* What to produce *
The answer must be an exact copy of the lines from the top of the listing below through the line with "position:absolute; left:2244px; top:729px;", with no pictures.

[Start of Attachment]

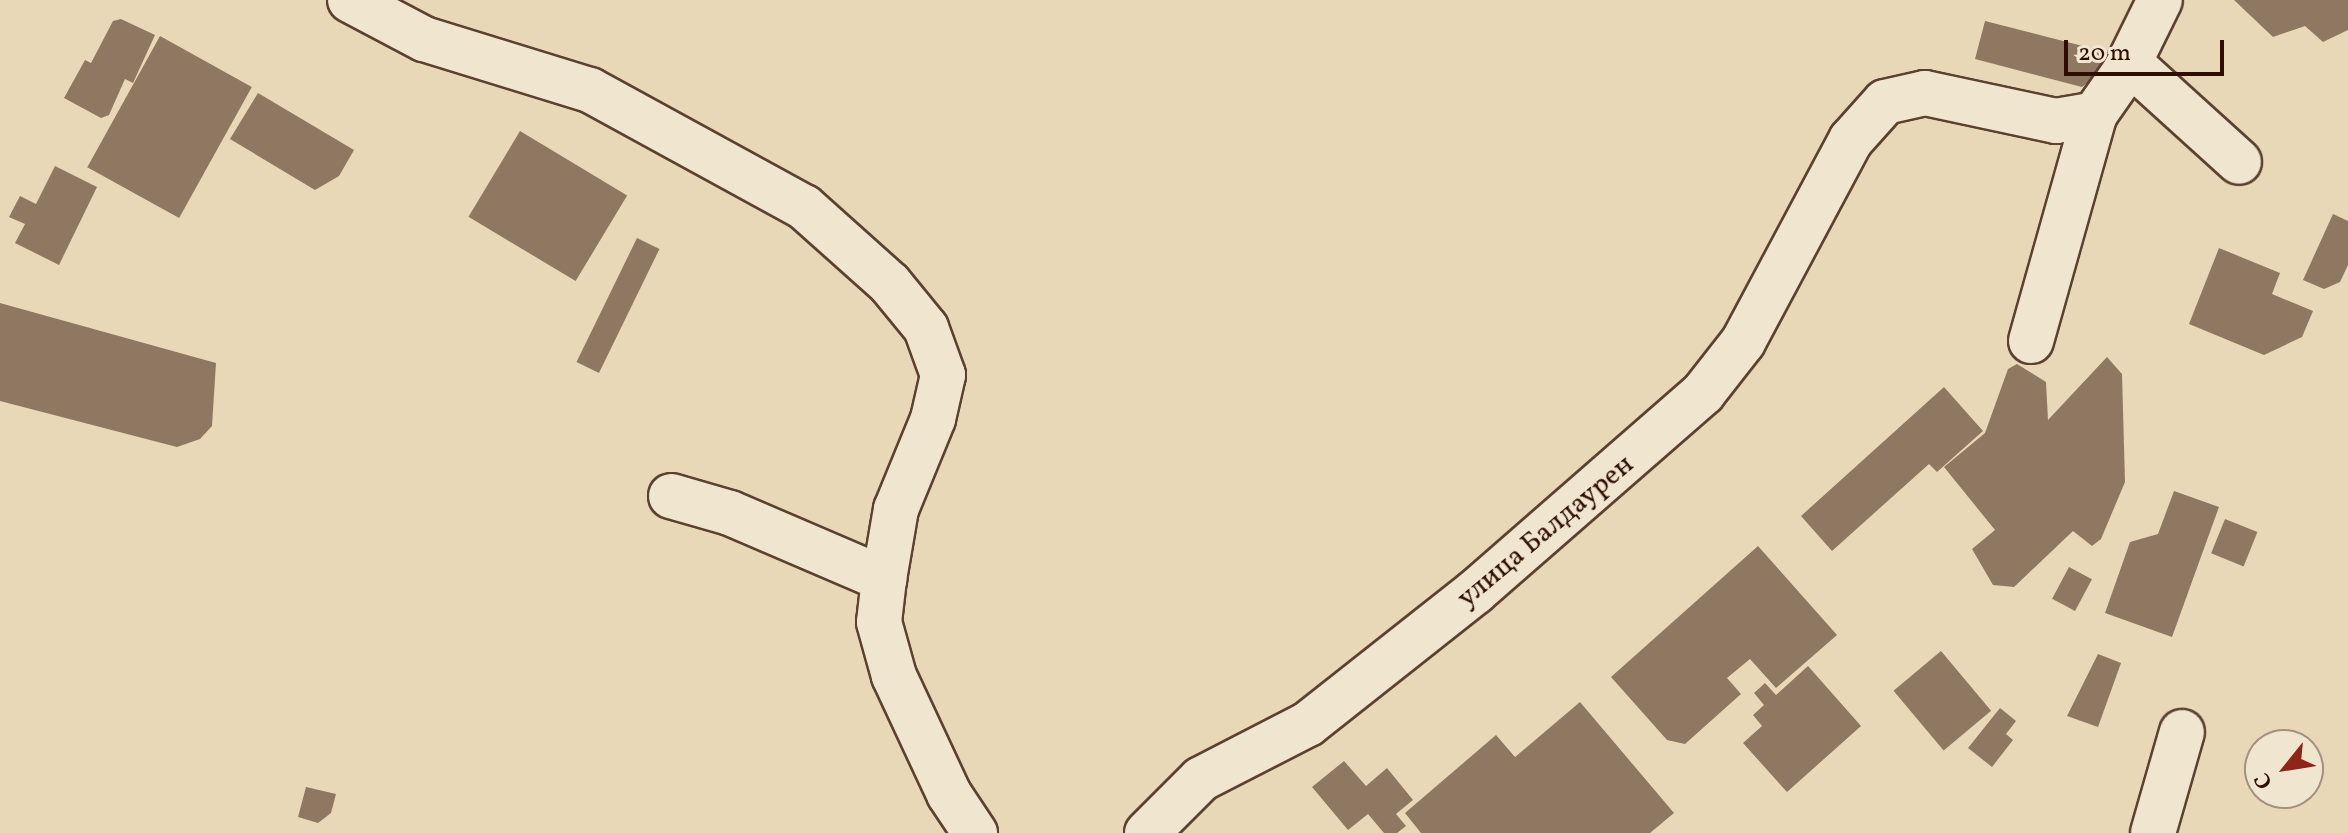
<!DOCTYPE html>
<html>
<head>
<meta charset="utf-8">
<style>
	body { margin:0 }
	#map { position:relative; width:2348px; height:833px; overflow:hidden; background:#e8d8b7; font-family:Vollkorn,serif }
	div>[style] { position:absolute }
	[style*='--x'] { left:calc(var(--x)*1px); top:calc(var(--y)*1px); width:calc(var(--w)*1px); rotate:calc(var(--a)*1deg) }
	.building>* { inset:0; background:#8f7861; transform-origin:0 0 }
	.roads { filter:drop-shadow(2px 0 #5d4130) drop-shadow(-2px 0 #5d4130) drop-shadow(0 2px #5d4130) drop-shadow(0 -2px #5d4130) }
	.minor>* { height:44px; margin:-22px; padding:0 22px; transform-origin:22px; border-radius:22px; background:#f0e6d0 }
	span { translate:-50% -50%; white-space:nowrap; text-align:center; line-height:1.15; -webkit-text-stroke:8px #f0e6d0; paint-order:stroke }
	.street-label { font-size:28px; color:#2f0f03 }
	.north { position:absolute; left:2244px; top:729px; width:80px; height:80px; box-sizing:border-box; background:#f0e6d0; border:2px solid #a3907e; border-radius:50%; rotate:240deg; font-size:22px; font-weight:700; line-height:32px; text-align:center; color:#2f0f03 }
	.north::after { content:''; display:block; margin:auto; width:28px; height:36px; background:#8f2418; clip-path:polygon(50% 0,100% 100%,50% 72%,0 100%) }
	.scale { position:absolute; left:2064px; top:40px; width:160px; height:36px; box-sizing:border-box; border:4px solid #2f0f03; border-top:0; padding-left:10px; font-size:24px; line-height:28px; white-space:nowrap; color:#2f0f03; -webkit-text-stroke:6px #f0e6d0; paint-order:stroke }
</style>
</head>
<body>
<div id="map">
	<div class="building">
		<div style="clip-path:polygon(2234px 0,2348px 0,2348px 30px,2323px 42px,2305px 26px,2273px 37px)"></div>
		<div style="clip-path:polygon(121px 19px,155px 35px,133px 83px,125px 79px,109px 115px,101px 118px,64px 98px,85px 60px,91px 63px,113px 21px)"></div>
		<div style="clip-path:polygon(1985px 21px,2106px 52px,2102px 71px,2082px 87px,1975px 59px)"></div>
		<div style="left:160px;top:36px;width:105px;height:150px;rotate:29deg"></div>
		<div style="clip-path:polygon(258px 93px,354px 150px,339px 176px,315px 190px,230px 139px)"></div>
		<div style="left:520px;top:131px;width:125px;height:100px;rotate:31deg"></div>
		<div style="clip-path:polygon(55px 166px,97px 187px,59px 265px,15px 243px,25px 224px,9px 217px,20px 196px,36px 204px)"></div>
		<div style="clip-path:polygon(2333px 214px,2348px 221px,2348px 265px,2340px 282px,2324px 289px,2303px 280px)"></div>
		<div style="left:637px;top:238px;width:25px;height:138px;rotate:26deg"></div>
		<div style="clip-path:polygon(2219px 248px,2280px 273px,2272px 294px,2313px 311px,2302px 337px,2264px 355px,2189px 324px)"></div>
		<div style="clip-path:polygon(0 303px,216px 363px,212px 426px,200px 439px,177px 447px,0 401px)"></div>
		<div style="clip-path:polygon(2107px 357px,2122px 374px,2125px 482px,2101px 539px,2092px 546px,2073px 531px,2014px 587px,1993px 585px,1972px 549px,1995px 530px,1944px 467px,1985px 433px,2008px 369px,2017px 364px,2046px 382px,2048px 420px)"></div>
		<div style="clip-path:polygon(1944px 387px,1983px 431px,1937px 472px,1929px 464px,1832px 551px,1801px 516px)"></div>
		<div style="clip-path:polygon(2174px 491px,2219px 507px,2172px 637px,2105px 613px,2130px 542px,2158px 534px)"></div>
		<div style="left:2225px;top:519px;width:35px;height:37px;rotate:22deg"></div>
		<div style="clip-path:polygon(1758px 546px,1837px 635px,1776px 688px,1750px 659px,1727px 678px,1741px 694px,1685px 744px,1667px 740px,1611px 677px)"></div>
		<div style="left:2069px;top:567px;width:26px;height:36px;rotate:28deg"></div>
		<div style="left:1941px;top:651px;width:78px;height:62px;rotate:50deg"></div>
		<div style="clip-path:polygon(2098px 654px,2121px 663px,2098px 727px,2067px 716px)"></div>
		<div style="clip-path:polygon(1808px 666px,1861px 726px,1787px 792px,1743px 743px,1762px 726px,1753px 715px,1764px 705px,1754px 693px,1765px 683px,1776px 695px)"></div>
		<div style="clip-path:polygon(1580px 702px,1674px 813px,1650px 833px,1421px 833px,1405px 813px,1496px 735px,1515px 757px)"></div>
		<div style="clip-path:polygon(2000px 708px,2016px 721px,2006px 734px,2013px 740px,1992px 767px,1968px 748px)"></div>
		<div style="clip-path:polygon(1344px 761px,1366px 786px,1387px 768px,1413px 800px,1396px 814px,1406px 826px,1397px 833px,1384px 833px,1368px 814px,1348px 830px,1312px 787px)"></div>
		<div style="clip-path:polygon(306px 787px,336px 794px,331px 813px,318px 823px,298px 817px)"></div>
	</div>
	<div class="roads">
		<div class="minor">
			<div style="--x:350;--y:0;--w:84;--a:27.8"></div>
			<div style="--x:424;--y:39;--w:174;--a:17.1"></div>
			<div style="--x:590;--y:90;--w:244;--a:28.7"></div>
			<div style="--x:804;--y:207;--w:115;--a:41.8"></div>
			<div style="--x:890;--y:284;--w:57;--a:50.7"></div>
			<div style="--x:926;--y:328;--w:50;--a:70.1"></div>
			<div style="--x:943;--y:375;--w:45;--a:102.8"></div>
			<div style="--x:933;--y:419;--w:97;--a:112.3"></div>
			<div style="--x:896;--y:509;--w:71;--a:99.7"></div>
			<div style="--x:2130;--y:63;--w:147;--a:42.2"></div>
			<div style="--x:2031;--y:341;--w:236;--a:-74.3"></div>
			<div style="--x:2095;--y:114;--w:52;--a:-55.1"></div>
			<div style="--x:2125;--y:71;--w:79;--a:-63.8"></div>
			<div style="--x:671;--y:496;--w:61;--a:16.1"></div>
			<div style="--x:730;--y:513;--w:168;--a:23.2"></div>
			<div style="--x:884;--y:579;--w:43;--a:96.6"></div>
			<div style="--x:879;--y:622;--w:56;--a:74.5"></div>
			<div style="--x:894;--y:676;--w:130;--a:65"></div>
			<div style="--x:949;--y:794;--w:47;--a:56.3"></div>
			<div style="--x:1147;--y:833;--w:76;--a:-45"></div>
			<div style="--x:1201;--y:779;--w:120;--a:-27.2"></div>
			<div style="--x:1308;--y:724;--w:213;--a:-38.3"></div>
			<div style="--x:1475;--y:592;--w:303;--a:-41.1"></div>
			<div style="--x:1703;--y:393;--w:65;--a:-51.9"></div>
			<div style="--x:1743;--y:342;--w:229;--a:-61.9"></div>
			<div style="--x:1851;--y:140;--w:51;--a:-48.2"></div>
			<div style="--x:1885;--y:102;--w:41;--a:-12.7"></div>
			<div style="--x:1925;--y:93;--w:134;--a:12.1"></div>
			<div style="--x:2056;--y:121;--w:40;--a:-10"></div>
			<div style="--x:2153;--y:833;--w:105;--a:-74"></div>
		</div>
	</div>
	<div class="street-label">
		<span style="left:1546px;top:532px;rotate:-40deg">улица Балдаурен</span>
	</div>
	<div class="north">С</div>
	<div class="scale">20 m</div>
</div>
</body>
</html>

[End of Attachment]

* Answer space *
<!DOCTYPE html>
<html>
<head>
<meta charset="utf-8">
<style>
	body { margin:0 }
	#map { position:relative; width:2348px; height:833px; overflow:hidden; background:#e8d8b7; font-family:Vollkorn,serif }
	div>[style] { position:absolute }
	[style*='--x'] { left:calc(var(--x)*1px); top:calc(var(--y)*1px); width:calc(var(--w)*1px); rotate:calc(var(--a)*1deg) }
	.building>* { inset:0; background:#8f7861; transform-origin:0 0 }
	.roads { filter:drop-shadow(2px 0 #5d4130) drop-shadow(-2px 0 #5d4130) drop-shadow(0 2px #5d4130) drop-shadow(0 -2px #5d4130) }
	.minor>* { height:44px; margin:-22px; padding:0 22px; transform-origin:22px; border-radius:22px; background:#f0e6d0 }
	span { translate:-50% -50%; white-space:nowrap; text-align:center; line-height:1.15; -webkit-text-stroke:8px #f0e6d0; paint-order:stroke }
	.street-label { font-size:28px; color:#2f0f03 }
	.north { position:absolute; left:2244px; top:729px; width:80px; height:80px; box-sizing:border-box; background:#f0e6d0; border:2px solid #a3907e; border-radius:50%; rotate:240deg; font-size:22px; font-weight:700; line-height:32px; text-align:center; color:#2f0f03 }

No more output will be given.